* **Aim of the task**
Restate, word for word, the lines from the opening line of the data through the line containing "2px #d0bca9) drop-shadow(0", both included, and nothing else.

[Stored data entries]
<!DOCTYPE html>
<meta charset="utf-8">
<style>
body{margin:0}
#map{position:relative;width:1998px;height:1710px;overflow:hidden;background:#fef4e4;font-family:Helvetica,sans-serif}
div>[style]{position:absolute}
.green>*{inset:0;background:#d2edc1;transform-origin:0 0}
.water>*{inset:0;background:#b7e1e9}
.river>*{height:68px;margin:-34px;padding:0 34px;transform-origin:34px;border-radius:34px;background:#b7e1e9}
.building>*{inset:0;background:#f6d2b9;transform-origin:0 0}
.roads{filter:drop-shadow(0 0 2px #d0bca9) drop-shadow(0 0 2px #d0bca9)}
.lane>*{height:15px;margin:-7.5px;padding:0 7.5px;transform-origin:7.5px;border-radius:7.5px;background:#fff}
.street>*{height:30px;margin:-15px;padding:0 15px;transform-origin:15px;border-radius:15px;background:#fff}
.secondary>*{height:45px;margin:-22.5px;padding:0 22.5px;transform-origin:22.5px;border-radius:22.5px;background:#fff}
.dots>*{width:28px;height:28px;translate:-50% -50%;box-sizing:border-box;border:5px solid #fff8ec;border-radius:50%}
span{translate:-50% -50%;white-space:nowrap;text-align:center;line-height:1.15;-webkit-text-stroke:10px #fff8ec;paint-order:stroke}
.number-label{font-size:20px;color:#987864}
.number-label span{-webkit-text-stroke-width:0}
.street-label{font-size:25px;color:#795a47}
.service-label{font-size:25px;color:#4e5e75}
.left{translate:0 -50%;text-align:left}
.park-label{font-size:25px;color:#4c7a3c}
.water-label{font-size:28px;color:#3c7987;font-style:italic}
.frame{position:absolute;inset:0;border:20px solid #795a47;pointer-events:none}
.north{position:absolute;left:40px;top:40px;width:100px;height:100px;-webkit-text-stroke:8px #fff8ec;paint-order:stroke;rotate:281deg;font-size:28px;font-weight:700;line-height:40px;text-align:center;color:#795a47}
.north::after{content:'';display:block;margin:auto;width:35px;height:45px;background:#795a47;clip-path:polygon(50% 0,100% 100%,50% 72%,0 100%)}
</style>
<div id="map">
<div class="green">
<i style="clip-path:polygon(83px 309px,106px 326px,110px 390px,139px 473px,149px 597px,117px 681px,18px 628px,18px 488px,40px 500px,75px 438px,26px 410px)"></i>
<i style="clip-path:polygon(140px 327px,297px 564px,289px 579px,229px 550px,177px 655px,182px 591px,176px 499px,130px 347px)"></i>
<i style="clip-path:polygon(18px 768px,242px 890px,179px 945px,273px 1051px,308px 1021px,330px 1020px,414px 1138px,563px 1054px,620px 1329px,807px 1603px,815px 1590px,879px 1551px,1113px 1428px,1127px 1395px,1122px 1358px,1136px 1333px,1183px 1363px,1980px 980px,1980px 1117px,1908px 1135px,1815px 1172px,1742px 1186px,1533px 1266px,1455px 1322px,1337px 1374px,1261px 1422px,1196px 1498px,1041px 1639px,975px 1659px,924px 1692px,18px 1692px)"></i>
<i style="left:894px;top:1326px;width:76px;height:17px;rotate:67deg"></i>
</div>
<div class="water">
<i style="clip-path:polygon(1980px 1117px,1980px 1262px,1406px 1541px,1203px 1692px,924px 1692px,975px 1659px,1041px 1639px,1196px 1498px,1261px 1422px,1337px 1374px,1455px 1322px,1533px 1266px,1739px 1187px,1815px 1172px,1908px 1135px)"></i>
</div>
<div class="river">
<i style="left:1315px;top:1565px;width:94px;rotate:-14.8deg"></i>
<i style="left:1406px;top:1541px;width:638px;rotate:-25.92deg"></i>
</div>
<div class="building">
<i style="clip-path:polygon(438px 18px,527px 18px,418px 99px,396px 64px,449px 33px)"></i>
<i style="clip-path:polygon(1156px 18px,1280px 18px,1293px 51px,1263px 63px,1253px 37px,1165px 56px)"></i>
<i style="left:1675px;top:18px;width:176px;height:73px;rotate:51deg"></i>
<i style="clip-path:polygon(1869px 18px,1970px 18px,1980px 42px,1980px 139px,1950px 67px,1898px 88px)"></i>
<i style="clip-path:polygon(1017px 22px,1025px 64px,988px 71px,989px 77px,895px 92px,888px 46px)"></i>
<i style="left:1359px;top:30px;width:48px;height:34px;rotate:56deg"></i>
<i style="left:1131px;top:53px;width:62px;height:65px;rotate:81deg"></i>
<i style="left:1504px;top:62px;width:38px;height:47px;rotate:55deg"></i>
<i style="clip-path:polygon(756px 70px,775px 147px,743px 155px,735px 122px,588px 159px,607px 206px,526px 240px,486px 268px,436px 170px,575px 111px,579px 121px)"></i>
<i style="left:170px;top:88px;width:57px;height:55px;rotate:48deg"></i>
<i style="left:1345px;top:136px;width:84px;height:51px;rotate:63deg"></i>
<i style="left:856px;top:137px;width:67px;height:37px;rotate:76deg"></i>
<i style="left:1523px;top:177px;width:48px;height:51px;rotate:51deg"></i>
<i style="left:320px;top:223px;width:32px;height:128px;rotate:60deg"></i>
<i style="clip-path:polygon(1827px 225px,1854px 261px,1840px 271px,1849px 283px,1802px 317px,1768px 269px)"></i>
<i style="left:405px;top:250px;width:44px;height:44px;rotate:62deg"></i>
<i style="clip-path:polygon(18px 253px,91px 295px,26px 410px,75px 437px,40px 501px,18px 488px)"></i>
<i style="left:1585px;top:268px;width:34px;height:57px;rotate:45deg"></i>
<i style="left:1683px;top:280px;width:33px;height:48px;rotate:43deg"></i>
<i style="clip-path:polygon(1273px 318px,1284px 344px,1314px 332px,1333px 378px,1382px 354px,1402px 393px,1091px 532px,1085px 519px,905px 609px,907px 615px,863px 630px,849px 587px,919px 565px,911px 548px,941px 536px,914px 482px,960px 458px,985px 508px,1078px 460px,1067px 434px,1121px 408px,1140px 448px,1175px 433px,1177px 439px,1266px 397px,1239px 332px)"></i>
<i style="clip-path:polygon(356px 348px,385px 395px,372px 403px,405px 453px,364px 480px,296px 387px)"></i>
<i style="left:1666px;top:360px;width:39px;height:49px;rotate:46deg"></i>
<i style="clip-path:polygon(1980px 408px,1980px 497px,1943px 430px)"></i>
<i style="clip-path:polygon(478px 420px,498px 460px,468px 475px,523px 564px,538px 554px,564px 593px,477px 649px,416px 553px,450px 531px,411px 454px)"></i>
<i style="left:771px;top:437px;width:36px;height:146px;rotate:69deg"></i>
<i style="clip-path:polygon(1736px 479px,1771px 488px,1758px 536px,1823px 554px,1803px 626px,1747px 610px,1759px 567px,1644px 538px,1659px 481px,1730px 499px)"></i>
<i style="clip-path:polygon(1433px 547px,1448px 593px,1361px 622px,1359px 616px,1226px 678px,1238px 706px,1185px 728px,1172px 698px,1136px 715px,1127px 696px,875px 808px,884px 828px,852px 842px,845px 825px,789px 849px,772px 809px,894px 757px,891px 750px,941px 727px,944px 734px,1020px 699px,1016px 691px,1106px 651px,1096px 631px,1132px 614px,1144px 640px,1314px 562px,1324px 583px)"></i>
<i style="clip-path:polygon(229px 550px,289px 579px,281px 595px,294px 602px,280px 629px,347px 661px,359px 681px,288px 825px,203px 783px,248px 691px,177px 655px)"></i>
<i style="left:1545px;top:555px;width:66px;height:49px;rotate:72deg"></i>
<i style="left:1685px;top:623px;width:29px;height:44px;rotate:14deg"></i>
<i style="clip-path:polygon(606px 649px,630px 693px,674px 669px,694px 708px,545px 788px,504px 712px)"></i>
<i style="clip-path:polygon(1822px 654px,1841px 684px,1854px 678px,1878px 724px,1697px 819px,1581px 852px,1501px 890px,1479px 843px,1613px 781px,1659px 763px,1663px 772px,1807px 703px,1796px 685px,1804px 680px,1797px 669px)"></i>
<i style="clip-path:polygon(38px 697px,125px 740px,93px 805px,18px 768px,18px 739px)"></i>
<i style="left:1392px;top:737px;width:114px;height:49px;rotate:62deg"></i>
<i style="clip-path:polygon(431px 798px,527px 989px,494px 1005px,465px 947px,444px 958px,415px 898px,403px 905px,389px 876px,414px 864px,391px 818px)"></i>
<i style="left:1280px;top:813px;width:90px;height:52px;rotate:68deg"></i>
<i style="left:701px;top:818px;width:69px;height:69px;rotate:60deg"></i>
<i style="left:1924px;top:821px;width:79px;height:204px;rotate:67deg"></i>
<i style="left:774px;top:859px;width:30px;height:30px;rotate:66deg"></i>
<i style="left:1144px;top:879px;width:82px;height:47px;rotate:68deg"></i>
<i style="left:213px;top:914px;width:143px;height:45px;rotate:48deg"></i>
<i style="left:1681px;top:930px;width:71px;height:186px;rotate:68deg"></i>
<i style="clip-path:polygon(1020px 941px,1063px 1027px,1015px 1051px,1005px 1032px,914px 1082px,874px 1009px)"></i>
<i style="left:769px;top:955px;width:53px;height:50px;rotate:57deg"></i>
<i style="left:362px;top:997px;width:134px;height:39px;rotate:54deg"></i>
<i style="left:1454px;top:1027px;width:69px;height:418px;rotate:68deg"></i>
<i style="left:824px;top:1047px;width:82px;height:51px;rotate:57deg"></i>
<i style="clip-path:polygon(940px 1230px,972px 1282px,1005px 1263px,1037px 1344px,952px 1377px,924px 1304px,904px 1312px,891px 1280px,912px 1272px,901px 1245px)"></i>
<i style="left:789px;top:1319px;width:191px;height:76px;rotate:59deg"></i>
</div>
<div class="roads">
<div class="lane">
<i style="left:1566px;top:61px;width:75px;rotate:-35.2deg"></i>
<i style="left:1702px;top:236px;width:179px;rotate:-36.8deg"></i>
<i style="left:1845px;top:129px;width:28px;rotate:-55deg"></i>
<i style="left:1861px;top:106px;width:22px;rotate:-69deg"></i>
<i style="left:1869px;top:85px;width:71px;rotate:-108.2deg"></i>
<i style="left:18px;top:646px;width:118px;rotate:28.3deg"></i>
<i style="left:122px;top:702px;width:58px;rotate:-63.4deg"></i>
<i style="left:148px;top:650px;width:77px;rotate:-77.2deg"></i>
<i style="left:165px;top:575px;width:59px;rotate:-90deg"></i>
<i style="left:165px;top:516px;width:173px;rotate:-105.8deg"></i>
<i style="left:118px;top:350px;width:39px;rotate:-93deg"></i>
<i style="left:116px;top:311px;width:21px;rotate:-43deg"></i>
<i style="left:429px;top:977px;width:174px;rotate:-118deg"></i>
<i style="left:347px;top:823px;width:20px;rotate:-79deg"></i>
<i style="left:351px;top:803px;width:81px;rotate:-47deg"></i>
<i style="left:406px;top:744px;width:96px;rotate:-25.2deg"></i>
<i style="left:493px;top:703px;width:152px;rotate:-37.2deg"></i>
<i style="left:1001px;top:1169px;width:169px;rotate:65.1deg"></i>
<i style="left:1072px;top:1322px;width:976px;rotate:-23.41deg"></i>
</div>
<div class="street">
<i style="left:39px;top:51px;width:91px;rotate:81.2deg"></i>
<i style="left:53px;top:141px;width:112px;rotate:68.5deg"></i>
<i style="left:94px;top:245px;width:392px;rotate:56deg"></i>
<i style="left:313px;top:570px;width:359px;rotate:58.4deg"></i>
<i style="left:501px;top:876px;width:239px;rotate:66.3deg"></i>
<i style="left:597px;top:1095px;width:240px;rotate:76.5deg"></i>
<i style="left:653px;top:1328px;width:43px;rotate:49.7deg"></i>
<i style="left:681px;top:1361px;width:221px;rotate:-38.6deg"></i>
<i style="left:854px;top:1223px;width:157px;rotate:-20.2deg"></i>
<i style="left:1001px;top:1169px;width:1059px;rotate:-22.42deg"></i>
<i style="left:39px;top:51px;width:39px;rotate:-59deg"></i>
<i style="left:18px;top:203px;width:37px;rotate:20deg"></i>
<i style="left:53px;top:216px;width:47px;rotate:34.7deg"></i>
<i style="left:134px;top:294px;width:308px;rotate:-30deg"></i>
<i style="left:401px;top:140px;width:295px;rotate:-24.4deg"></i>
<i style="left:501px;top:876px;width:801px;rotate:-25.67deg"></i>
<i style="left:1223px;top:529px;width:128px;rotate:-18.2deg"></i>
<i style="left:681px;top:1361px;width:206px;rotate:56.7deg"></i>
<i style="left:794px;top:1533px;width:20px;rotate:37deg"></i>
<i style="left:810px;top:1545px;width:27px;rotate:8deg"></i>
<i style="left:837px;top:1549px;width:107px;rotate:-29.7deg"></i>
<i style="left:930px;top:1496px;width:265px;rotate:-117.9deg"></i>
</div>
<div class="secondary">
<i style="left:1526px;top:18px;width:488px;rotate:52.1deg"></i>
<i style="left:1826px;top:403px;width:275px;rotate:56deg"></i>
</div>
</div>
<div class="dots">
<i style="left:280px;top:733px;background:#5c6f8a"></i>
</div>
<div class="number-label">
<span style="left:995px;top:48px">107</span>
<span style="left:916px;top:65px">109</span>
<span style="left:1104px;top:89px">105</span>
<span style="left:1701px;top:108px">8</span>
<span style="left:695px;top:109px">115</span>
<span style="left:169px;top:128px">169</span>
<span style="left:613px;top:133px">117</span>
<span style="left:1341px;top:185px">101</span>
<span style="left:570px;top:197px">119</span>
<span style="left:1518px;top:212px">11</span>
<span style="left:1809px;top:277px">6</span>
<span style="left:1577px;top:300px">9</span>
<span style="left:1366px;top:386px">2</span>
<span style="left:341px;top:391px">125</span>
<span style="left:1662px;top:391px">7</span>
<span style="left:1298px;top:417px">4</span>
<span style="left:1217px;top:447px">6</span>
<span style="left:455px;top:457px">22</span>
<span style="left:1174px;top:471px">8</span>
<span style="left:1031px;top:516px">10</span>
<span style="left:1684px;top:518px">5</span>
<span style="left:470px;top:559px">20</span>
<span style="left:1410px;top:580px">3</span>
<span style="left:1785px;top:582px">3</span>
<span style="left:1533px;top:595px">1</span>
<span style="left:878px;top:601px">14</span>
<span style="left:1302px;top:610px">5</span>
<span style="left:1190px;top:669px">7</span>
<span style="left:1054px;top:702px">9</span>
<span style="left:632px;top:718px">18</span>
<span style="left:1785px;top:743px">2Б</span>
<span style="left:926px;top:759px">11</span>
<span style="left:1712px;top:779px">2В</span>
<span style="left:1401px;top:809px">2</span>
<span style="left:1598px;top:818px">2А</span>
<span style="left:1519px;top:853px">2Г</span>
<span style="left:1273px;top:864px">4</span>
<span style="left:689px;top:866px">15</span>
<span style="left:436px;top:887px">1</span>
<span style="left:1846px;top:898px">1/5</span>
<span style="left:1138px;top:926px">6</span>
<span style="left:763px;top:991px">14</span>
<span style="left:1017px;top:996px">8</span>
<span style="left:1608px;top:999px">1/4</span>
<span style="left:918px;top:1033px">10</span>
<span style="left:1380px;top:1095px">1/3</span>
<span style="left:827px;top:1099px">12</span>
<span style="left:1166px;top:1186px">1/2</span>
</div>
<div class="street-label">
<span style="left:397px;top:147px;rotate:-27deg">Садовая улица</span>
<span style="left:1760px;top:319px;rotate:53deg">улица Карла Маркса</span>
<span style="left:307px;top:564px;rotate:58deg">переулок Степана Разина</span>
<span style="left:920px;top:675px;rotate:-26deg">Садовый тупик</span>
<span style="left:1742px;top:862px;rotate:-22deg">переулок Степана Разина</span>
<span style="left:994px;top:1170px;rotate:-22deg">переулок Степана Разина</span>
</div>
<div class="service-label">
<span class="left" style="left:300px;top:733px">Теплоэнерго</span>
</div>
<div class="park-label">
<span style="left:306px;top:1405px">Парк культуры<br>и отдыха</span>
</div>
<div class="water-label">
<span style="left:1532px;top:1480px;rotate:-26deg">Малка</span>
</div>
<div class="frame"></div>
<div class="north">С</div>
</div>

* **Your response**
<!DOCTYPE html>
<meta charset="utf-8">
<style>
body{margin:0}
#map{position:relative;width:1998px;height:1710px;overflow:hidden;background:#fef4e4;font-family:Helvetica,sans-serif}
div>[style]{position:absolute}
.green>*{inset:0;background:#d2edc1;transform-origin:0 0}
.water>*{inset:0;background:#b7e1e9}
.river>*{height:68px;margin:-34px;padding:0 34px;transform-origin:34px;border-radius:34px;background:#b7e1e9}
.building>*{inset:0;background:#f6d2b9;transform-origin:0 0}
.roads{filter:drop-shadow(0 0 2px #d0bca9) drop-shadow(0 0 2px #d0bca9)}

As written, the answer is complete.